Sue Wards
17 September 2020, 6:04 PM
Concerns have been raised by Wanaka Community Board (WCB) members and a former deputy mayor that the Wanaka Asset Sale Reserve Fund, which started at $15.6M and is now down to $9M, will be “whittled away” to nothing.
The original $15.6M was raised by the sale of Scurr Heights land by the Queenstown Lakes District Council (QLDC) in 2016, and was to be used to fund capital expenditure which “benefits the residents of the Wanaka ward”.
To date, $6M of the fund has been put toward Wanaka’s new swimming pool at the Wanaka Recreation Centre in Three Parks, and yesterday the WCB approved a further $1M for the Luggate Hall replacement project, leaving approximately $9M in the asset fund.

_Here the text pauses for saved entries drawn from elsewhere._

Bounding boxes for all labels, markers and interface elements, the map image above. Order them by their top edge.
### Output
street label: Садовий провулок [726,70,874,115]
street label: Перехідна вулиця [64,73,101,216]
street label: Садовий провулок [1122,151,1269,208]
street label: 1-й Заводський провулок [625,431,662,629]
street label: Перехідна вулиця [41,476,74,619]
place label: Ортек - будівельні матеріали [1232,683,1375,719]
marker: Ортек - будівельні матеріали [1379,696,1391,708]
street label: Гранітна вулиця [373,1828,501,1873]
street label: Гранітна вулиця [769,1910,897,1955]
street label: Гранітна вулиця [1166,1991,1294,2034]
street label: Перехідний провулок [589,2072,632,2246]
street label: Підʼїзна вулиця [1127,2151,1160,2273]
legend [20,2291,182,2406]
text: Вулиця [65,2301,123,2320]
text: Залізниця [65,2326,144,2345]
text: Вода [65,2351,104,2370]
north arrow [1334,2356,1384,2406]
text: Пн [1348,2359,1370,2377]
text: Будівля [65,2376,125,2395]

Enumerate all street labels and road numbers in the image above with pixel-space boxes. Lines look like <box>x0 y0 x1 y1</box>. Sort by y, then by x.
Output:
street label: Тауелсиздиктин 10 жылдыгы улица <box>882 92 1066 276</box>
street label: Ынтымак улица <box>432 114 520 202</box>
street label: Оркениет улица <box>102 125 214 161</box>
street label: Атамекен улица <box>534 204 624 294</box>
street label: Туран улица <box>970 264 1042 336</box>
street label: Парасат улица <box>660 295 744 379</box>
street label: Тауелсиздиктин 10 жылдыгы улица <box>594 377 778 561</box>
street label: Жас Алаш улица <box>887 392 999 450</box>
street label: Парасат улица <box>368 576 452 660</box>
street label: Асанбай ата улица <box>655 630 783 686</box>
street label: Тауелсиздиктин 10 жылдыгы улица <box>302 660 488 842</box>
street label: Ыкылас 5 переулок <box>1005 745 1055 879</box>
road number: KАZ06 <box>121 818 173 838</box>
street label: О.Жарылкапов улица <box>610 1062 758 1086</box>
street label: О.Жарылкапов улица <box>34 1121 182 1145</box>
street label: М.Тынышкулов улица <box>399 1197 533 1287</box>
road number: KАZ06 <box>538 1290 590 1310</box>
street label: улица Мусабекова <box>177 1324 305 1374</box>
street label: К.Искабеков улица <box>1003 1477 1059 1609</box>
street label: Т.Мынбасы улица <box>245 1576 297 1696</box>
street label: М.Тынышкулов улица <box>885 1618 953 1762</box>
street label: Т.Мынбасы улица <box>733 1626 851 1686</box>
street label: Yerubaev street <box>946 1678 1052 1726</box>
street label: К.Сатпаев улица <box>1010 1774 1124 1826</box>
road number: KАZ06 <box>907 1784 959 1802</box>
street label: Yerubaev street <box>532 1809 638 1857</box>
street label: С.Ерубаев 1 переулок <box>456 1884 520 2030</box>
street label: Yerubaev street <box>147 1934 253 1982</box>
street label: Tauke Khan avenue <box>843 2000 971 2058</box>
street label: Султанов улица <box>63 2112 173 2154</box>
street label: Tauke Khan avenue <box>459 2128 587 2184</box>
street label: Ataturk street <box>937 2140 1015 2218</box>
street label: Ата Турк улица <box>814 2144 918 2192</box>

Former deputy mayor and WCB chair Lyal Cocks spoke at the meeting’s public forum, opposing the allocation of the money to fund a project shortfall.
“This reserve fund came from the sale of an asset gifted to the whole of the ward. Therefore I believe the funds should be used for projects with benefits to the wider Wanaka Ward or the strategic purchase of assets not planned for,” he said.
Former deputy mayor Lyal Cocks said the fund was “never intended to become a slush fund to cover budget shortfalls”. PHOTO: Supplied
He suggested more appropriate uses of the money could be to secure the old sewage ponds site, or to acquire the old Mitre 10 building to home groups such as Kahu Youth, Aspiring Gymsports and the Wanaka Toy Library.
“The danger of using this fund to cover budget shortfalls on smaller community projects is where do you draw the line? This fund was never intended to become a slush fund to cover budget shortfalls,” he said.
WCB member Ed Taylor said his concern was the council would “just chip away at this fund, a million here, a million there”.
“I’d like to put a stake in the sand and say we look at a significant project that wouldn’t get council funding otherwise… like a Scurr Heights Memorial Project.”
Ed asked QLDC property manager Richard Pope what would happen if the WCB did not approve Richard’s report, which recommended the board approve money for the Luggate Hall project.
Richard appeared taken aback, saying, “That’s a good question.”
“I’d need to go back and decide, would I put the recommendation without your agreement. That’s the dilemma I would face,” he said.
A QLDC spokesperson later confirmed to the Wanaka App that the decision “ultimately rests with council”, adding: “However, it is preferable to have the support of the Wanaka Community Board.”
Richard said the new Luggate Hall had been conceived and planned as an asset for the wider community, and QLDC community services general manager Thunes Cloete said the hall “will be seen as another string to our bow in the district”.
Councillor Quentin Smith said he agreed with Ed and Lyal that the asset fund “should be spent on things that are enduring and not just things that are business as usual”, adding “we need to make sure the remainder of the fund is spent incredibly wisely.”
The new Luggate Memorial Centre project “only just meets the criteria” for funding from the asset fund, Quentin Smith said. IMAGE: QLDC
He said the Luggate Memorial Centre (the new name for the hall) “probably only just meets the criteria for funding” from the asset fund.
The recommendation was passed, with only Jude Battson voting against it. Jude said she was not comfortable with the “last minute” discussion on such a significant issue.
“There wasn’t a robust process to reach the decision,” she told the Wanaka App after the meeting. The WCB members received the agenda item on Monday.
Jude said the remaining money in the asset reserve sale fund should be spent on “something that will be around forever”, and the community may want to have a say in what that is.
She suggested an arts centre could be an appropriate project. Quentin told the Wanaka App the money could also be used if the council had to purchase land at Sticky Forest.
The policy for the asset fund says it may be used to fund capital expenditure approved in the 10 Year Plan or Annual Plan for projects which will increase the level of service for the Wanaka ward (excluding services required because of growth, otherwise funded from development contributions and depreciation) and may include repayment of debt on projects which have increased the level of service for the Wanaka ward.
The funds may not be used for operating expenditure or to purchase assets which are primarily acquired for speculative purposes, the policy states.